Azure / acs-engine

WE HAVE MOVED: Please join us at Azure/aks-engine!
https://github.com/Azure/aks-engine
MIT License
1.03k stars 561 forks source link

Upgrade results in node with 111 IPs #2668

Closed EPinci closed 5 years ago

EPinci commented 6 years ago

Is this a request for help?: Yes


Is this an ISSUE or FEATURE REQUEST? ISSUE


What version of acs-engine?: v15.1


Orchestrator and version (e.g. Kubernetes, DC/OS, Swarm) from v1.9.3 to v1.9.6

What happened:

I configured the cluster with AzureCNI and ipAddressCount set to 20. During an upgrade run node get thorn down and rebuilt. Original node had 20 IPs as expected, new node has 111 IPs resulting in quick subnet exhaustion.

What you expected to happen:

Original node having 20 IP, new node having the same number.

How to reproduce it (as minimally and precisely as possible):

Deploy a cluster with with AzureCNI and ipAddressCount set to 20. Mine had 3 masters (with 20 IPs as well) and 3 node (with standard 30 IPs).

Anything else we need to know:

EPinci commented 6 years ago

@jackfrancis I filed this to track the issue found testing #2650 Any idea where I can start looking at?
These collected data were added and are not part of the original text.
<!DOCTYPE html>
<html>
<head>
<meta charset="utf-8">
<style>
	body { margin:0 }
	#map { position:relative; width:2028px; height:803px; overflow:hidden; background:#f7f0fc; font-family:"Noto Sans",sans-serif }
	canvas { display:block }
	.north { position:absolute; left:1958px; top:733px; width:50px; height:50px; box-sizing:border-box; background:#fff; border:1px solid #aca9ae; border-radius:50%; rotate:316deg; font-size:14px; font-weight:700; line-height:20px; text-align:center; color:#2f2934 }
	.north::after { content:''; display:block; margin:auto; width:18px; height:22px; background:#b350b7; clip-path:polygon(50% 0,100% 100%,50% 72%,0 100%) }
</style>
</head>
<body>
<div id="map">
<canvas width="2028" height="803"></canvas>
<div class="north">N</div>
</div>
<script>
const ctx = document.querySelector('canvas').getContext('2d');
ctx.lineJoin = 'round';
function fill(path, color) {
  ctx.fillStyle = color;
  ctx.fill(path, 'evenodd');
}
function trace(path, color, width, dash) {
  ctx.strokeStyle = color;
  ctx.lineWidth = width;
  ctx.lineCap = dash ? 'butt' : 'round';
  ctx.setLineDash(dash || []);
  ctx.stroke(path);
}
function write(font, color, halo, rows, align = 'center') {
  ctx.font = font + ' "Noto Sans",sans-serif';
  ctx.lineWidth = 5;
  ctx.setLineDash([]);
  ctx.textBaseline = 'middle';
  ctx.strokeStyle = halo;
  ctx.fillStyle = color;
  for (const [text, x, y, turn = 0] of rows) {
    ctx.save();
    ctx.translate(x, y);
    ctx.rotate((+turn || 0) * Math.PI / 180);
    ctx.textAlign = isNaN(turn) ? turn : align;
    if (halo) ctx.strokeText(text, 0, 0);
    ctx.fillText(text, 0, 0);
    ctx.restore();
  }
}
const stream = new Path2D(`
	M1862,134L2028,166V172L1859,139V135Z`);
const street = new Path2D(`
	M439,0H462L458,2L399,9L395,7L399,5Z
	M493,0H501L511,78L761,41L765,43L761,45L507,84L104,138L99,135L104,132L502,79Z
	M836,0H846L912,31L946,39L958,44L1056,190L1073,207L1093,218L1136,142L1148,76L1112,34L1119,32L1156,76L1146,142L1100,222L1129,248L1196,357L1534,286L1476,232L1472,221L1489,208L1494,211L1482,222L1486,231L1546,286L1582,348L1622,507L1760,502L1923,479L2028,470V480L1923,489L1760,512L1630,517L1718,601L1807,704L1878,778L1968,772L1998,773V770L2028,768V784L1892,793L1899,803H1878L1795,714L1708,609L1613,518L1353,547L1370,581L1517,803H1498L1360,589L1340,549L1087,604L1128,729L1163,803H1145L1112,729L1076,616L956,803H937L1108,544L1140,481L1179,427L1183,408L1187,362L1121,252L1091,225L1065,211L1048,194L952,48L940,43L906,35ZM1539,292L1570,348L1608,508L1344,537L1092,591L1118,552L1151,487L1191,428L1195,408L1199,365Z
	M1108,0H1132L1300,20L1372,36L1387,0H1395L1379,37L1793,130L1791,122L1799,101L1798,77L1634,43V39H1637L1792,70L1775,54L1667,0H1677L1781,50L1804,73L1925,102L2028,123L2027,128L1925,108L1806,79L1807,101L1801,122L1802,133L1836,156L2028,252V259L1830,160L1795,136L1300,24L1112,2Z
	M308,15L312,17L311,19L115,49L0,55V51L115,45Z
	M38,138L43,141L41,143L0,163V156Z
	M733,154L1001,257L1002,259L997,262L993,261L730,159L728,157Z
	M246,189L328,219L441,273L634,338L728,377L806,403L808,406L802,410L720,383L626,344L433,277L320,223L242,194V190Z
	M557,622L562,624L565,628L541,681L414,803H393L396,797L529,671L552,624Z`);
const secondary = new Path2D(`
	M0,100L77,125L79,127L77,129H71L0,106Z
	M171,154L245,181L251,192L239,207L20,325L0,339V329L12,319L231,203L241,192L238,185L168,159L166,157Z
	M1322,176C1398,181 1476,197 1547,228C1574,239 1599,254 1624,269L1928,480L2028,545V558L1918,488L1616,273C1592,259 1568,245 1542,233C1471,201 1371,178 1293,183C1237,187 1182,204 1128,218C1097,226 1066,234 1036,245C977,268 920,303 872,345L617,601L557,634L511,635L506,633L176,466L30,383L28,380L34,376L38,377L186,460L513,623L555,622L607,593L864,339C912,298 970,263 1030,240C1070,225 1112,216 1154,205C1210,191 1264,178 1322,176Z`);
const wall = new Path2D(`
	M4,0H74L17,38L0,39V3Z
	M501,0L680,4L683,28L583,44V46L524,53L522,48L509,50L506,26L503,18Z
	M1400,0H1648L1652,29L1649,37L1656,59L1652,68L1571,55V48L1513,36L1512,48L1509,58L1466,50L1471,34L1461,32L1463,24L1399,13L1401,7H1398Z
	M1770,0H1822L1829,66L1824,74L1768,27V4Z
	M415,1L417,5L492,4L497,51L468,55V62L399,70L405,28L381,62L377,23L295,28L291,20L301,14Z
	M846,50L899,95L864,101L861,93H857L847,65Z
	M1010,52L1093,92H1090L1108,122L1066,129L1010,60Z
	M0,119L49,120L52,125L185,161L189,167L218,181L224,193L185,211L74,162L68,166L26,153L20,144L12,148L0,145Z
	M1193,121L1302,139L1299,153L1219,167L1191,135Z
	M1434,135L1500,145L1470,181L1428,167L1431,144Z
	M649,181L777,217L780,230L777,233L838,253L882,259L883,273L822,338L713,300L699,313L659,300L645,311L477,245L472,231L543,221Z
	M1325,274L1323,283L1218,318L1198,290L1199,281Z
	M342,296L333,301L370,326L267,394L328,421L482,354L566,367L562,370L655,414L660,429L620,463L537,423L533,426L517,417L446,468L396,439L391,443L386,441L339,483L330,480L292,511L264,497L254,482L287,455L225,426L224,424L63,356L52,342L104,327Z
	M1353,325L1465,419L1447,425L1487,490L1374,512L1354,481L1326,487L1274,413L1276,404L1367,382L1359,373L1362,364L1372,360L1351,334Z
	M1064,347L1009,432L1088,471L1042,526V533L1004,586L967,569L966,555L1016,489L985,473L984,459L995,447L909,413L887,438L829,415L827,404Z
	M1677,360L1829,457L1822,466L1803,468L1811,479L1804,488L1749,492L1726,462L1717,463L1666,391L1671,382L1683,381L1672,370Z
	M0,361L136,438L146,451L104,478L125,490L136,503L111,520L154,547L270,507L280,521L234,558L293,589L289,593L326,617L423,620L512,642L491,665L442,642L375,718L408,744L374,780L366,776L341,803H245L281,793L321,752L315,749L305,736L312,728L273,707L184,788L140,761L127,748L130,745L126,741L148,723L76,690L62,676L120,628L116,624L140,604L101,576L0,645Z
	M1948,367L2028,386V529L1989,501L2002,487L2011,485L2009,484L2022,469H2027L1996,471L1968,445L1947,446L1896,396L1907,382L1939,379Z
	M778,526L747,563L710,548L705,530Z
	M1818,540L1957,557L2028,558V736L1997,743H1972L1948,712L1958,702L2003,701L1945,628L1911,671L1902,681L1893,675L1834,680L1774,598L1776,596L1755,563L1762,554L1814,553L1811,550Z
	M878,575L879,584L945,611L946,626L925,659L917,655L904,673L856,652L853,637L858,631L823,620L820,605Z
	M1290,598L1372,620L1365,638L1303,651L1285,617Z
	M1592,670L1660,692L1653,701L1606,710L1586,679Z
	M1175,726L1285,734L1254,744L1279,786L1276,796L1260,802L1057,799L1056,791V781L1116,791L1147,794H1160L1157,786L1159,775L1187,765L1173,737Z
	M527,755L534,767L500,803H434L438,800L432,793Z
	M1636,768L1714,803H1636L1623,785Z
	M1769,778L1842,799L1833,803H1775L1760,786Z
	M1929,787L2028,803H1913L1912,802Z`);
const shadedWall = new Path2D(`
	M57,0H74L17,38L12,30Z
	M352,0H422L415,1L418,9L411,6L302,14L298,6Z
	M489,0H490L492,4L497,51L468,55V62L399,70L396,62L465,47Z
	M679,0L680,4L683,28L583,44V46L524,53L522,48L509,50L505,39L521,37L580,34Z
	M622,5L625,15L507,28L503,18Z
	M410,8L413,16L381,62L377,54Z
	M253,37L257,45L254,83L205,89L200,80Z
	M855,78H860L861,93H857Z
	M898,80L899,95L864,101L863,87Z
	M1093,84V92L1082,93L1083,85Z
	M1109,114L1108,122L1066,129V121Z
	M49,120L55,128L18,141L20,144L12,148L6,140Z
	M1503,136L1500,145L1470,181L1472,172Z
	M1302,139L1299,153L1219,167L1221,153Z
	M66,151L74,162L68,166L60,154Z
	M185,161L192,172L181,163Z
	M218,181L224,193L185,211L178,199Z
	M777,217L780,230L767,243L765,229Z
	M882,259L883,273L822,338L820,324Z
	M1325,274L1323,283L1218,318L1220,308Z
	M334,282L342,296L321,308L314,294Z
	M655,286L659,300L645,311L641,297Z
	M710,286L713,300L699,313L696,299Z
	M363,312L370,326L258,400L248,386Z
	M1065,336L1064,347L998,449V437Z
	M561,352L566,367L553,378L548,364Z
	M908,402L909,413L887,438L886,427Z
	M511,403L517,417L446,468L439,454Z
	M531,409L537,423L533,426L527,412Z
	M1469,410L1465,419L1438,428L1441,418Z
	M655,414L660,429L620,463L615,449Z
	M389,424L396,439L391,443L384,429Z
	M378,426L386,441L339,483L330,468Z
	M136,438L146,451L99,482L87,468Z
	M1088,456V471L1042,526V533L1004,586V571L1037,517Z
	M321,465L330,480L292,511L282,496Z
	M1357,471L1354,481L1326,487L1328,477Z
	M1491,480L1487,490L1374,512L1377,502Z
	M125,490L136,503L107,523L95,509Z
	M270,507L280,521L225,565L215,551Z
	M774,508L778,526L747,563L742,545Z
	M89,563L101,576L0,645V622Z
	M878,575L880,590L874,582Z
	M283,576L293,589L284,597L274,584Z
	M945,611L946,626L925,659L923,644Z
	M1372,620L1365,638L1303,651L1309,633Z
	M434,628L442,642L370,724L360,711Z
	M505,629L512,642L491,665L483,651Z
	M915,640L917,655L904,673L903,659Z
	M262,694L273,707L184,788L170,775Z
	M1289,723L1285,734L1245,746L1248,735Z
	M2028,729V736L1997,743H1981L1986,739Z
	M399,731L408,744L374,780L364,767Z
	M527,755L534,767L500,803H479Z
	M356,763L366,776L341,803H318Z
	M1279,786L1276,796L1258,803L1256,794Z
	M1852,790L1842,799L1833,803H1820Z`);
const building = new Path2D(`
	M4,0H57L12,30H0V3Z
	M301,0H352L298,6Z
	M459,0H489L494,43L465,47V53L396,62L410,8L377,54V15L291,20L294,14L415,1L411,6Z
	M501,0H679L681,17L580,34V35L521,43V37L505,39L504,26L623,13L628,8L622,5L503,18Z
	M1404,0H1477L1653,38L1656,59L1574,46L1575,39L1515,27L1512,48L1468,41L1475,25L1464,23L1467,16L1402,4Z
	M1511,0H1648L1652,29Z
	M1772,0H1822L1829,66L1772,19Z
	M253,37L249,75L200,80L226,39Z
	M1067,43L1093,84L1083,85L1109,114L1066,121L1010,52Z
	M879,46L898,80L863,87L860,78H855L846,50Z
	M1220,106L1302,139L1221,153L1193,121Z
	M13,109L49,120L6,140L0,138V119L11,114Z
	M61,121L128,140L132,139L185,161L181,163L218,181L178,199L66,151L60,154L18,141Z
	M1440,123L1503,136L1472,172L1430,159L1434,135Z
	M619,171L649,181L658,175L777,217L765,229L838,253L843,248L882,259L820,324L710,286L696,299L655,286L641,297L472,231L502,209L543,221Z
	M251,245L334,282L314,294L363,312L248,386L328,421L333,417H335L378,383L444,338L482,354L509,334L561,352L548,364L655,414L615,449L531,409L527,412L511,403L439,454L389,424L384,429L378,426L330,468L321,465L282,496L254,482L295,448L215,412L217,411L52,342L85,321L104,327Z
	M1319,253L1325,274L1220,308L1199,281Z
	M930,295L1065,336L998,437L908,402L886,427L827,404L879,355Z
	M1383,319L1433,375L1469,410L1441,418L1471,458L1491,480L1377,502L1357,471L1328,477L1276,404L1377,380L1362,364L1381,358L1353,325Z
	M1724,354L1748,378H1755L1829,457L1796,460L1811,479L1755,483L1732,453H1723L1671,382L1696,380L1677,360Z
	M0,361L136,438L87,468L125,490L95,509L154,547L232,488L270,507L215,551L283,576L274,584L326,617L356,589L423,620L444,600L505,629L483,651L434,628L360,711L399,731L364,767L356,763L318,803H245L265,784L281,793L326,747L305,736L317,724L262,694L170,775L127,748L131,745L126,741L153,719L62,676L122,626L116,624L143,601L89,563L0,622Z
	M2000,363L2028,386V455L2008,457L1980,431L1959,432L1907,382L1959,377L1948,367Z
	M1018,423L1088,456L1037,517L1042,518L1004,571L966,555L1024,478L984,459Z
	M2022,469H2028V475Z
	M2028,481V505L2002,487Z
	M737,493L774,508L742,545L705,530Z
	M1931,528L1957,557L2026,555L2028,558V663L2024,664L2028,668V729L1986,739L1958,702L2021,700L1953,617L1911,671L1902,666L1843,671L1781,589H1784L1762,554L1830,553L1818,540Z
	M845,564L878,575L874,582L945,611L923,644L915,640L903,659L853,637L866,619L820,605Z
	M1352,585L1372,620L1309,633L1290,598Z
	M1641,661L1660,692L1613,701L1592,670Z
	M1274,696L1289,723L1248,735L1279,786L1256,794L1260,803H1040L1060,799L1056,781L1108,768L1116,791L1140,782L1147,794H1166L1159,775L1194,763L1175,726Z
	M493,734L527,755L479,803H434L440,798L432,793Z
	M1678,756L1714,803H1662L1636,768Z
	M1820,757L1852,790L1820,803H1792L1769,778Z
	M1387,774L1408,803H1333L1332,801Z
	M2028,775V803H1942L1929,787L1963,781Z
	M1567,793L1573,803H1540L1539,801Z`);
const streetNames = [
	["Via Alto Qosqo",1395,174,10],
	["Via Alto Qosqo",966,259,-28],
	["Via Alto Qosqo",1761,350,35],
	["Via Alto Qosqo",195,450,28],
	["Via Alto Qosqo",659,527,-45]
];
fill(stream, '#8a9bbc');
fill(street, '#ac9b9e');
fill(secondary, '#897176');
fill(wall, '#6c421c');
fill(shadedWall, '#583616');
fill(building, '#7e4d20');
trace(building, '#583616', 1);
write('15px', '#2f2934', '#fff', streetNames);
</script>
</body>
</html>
jackfrancis commented 6 years ago

@EPinci will try to repro

jackfrancis commented 6 years ago

Running a deployment, then a series of upgrades against this api model:

{   "apiVersion": "vlabs",   "properties": {     "orchestratorProfile": {       "orchestratorType": "Kubernetes",       "orchestratorVersion": "1.7.0"     },     "masterProfile": {       "count": 1,       "dnsPrefix": "",       "vmSize": "Standard_D2_v2"     },     "agentPoolProfiles": [       {         "name": "agentpool1",         "count": 2,         "vmSize": "Standard_D2_v2",         "availabilityProfile": "AvailabilitySet",         "storageProfile" : "ManagedDisks"       }     ],     "linuxProfile": {       "adminUsername": "azureuser",       "ssh": {         "publicKeys": [           {             "keyData": ""           }         ]       }     },     "servicePrincipalProfile": {       "clientId": "",       "secret": ""     }   } }

After initial deployment:

$ az network vnet show -n k8s-vnet-24809053 -g kubernetes-ukwest-78035 | grep 'networkInterfaces' | wc -l
      94
jackfrancis commented 6 years ago

Holding steady after the 1st upgrade (from 1.7.0 to 1.7.12):

$ az network vnet show -n k8s-vnet-24809053 -g kubernetes-ukwest-78035 | grep 'networkInterfaces' | wc -l
      94
EPinci commented 6 years ago

Weird I tried this multiple times and always with the same result (even the IP count!). In my case had 3 masters and 3 nodes and then manually deleted two nodes VM form the portal.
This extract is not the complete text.